One day a plane brings two baby Korean girls to Baltimore, to be adopted by two families, Brad and Bitsy Donaldsons and the Iranian-Americans Sami and Ziba Yazdan. The two families become friends and meet on a regular basis, especially on the anniversary of the babies' arrival, when the families take it in turn to host each other. The Donaldsons think of themselves as progressive Americans who want to respect their little girl's Korean ancestry, keep her Korean name of Jin-Ho and dress her in Korean-style clothes, and they think it is not quite right that the Yazdans should have given their little girl an English name, Susan. They regard the Yazdans as Iranians. The women in the Yazdan family, timid Ziba and her characterful mother-in-law Maryam, have certainly kept some Iranian ways of thinking, but find it tiresome that the Donaldsons constantly allude to or enquire about their Iranian traditions. As for Sami, he was born in the United States; he has a thoroughly American life-style, but is also quite capable of mocking Americans ways from an outsider's point of view.
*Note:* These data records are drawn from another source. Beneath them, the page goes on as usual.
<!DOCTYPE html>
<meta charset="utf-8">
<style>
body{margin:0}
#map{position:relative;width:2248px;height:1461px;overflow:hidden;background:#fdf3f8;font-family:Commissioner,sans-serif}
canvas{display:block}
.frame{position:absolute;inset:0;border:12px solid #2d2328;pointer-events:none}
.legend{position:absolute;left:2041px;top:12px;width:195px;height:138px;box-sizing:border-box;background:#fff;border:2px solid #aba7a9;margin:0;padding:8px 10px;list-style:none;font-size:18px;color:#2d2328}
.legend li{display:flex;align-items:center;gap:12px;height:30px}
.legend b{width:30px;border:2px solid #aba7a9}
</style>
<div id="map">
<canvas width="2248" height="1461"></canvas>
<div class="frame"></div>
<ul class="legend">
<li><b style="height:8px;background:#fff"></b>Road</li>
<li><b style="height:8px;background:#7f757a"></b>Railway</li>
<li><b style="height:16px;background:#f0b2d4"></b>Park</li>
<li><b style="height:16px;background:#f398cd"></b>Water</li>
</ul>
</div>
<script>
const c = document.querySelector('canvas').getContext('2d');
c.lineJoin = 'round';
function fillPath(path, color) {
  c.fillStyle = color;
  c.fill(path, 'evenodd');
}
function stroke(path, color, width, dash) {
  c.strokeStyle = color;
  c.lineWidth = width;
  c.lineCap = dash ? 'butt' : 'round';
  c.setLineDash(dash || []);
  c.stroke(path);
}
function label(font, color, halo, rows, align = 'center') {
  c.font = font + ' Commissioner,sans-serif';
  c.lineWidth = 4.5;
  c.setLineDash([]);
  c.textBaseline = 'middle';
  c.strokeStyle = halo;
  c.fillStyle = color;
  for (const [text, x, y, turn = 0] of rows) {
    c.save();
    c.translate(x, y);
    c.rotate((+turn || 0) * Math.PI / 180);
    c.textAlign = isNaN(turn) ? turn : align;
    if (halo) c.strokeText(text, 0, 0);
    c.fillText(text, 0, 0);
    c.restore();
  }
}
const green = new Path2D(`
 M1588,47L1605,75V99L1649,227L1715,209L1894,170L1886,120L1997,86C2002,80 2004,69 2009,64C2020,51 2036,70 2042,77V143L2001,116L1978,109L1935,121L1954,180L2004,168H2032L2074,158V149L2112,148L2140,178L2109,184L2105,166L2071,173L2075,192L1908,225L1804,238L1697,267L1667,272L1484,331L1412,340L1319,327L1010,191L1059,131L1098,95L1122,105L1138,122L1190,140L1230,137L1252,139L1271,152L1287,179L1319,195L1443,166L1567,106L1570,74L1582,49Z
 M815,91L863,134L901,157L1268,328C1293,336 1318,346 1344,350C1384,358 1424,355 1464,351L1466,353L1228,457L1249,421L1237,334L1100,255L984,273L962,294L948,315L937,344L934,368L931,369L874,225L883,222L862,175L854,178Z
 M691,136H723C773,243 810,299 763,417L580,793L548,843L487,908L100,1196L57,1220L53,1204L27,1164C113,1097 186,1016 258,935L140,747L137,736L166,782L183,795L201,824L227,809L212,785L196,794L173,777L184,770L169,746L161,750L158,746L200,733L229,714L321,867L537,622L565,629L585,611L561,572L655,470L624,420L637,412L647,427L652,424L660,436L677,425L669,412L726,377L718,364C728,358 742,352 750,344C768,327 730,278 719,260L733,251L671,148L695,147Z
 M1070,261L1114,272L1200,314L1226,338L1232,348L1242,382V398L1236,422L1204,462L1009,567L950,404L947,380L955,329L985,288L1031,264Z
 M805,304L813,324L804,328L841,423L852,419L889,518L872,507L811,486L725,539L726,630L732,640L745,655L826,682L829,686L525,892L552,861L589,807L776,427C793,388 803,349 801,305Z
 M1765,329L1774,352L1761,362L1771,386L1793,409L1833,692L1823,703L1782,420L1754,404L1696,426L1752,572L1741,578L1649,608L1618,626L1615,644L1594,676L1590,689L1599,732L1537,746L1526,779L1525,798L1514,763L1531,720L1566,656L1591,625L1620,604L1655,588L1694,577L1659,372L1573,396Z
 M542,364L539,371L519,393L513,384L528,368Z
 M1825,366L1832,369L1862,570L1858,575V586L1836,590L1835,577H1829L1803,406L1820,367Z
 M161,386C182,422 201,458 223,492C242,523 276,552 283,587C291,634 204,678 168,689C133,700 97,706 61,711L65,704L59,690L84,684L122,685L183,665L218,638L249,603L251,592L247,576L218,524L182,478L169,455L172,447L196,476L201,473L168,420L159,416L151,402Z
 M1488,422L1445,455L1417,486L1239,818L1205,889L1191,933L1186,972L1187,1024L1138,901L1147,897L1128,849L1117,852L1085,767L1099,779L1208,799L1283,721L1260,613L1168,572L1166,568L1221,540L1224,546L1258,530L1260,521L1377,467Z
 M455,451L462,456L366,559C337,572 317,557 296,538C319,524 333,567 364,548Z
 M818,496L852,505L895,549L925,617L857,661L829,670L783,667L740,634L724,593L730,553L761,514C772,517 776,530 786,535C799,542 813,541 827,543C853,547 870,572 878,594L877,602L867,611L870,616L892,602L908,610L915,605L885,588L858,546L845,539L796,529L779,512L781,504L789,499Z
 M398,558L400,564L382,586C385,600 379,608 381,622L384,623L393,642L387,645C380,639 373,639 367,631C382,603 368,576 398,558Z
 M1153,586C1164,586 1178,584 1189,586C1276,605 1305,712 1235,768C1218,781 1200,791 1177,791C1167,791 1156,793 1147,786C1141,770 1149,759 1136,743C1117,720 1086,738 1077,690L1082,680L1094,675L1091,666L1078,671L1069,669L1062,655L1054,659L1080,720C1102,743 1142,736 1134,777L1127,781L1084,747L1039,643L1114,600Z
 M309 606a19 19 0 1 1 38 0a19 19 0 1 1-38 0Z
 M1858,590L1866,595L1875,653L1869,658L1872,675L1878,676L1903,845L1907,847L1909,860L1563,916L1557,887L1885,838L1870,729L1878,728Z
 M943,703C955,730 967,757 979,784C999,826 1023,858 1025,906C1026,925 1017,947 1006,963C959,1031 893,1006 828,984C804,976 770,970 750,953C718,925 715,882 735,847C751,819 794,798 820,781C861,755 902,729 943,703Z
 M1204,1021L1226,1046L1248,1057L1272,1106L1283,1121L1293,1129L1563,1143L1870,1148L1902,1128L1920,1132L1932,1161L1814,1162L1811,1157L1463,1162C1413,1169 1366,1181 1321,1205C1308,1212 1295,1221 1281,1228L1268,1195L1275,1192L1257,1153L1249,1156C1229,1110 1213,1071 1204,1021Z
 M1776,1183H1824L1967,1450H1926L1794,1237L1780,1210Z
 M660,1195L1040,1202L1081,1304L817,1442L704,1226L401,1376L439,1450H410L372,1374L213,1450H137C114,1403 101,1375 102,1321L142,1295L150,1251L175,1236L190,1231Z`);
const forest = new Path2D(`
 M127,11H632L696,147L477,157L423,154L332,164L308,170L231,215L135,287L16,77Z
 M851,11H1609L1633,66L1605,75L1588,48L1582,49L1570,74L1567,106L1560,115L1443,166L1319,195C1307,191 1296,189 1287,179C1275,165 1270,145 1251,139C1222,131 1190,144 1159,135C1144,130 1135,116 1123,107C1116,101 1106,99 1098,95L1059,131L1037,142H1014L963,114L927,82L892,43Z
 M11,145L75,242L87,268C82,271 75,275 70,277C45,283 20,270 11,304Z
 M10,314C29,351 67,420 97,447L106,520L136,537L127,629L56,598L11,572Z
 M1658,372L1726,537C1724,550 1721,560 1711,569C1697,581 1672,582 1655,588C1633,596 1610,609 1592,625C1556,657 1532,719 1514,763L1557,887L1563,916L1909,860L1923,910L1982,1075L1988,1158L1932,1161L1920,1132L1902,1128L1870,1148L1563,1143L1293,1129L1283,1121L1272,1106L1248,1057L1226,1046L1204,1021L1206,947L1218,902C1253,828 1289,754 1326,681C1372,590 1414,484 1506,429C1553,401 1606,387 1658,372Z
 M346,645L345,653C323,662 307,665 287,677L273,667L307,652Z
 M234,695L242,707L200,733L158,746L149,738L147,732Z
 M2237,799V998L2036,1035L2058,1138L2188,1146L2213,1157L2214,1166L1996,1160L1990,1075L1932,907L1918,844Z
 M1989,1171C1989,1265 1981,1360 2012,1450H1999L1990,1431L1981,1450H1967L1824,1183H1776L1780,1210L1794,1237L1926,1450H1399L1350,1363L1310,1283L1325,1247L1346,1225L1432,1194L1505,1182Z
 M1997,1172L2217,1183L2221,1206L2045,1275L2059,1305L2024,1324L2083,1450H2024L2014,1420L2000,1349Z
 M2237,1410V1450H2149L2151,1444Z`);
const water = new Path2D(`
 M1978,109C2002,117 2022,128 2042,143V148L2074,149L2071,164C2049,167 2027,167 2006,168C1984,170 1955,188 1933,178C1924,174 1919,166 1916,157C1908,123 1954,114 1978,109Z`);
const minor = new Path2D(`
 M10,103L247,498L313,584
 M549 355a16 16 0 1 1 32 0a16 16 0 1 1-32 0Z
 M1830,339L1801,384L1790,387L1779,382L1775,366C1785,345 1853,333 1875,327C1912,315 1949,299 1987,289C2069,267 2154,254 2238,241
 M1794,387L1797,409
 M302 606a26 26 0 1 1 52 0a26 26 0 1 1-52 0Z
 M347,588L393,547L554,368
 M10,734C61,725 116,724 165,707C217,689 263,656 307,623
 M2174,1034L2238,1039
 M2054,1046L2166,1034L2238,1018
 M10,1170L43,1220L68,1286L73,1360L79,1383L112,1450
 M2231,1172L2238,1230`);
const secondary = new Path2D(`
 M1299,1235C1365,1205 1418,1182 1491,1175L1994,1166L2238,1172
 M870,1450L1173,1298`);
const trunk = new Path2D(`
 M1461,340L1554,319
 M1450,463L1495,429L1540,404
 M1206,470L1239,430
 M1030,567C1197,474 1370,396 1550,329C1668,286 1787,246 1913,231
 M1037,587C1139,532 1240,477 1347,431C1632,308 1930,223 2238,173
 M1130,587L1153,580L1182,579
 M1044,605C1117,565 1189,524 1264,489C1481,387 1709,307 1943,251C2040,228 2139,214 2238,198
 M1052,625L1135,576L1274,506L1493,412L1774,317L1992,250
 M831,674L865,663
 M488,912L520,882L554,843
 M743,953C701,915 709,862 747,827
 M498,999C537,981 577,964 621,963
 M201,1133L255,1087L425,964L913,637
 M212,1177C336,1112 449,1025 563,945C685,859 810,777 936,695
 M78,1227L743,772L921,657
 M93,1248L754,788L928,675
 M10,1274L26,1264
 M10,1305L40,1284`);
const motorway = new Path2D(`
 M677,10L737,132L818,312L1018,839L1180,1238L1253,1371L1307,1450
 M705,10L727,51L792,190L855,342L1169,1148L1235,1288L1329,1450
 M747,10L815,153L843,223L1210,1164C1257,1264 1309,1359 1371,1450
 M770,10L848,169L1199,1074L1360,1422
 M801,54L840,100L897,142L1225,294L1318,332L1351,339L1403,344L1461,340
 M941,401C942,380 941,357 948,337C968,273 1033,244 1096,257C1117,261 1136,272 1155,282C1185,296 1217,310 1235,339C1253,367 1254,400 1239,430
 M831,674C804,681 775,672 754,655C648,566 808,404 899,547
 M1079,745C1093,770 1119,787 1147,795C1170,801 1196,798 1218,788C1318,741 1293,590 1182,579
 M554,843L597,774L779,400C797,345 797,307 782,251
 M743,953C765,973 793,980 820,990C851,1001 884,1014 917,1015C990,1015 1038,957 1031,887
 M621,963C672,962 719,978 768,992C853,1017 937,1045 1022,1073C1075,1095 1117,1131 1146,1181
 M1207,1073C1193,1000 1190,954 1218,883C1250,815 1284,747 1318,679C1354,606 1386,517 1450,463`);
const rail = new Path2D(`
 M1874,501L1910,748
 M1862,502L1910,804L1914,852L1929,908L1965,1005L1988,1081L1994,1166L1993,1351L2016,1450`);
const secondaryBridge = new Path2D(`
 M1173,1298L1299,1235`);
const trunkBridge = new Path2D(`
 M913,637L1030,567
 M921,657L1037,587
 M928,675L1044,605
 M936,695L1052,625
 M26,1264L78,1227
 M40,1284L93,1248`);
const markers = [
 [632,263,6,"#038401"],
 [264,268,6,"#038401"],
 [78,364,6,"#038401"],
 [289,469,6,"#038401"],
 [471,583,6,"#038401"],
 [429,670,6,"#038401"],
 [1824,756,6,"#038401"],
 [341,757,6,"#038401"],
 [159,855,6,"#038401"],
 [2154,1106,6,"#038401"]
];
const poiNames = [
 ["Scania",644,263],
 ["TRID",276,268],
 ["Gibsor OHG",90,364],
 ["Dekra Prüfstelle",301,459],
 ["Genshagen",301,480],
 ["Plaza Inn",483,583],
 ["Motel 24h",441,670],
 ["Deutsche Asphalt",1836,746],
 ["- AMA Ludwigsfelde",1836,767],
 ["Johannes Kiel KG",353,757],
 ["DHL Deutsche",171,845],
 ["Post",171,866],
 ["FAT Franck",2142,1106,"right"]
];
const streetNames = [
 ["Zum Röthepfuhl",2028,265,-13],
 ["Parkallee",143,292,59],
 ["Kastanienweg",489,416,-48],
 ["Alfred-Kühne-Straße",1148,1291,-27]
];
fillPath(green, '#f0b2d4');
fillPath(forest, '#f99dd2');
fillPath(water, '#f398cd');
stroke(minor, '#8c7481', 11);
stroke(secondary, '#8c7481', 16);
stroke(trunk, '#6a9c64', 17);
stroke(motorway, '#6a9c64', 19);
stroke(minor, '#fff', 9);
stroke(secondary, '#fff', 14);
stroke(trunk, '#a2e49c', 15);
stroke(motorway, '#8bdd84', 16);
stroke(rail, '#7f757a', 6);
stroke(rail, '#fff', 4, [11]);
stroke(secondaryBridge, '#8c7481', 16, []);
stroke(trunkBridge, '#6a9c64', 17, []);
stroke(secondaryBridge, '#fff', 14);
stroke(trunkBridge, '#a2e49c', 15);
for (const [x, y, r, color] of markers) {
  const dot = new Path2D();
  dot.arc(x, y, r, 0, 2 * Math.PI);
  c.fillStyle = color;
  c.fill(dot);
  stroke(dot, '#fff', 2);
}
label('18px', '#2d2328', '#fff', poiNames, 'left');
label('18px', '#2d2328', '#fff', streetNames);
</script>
So there is always a little tension on the Yazdan side whenever the two families meet.
The Donaldsons also adopt a second little baby girl, this time from China, and there is a drawn-out account of how Bitsy is trying to wean her from her pacifiers. I don't think the novel really needed Xiu-Mei and it would have been more organic without her. I also expected that the two little Korean girls might have some identity problems; but at the end of the book they are only about six or seven years old, too young perhaps to have any such problems (except that Jin-Ho now calls herself Jo). Instead, the novel centres increasingly on Bitsy's widowed father Dave (a touching portrait) and on Maryam, the most subtly drawn character in the book. The Donaldsons, though tactless (especially Bitsy) are so well-meaning, so warm and so sociable that Ziba and Sami feel increasingly more comfortable in their world; but Maryam always feels more of an outsider, resists being drawn in, and puzzles the Donaldsons.
As always, it is a delight to read a book by Anne Tyler: she is humorous, compassionate, has an observant eye for the details of daily life and an acute ear for dialogue. She portrays the Donaldson type of American to perfection; and one suspects that her insight into Iranian-Americans must come from personal knowledge.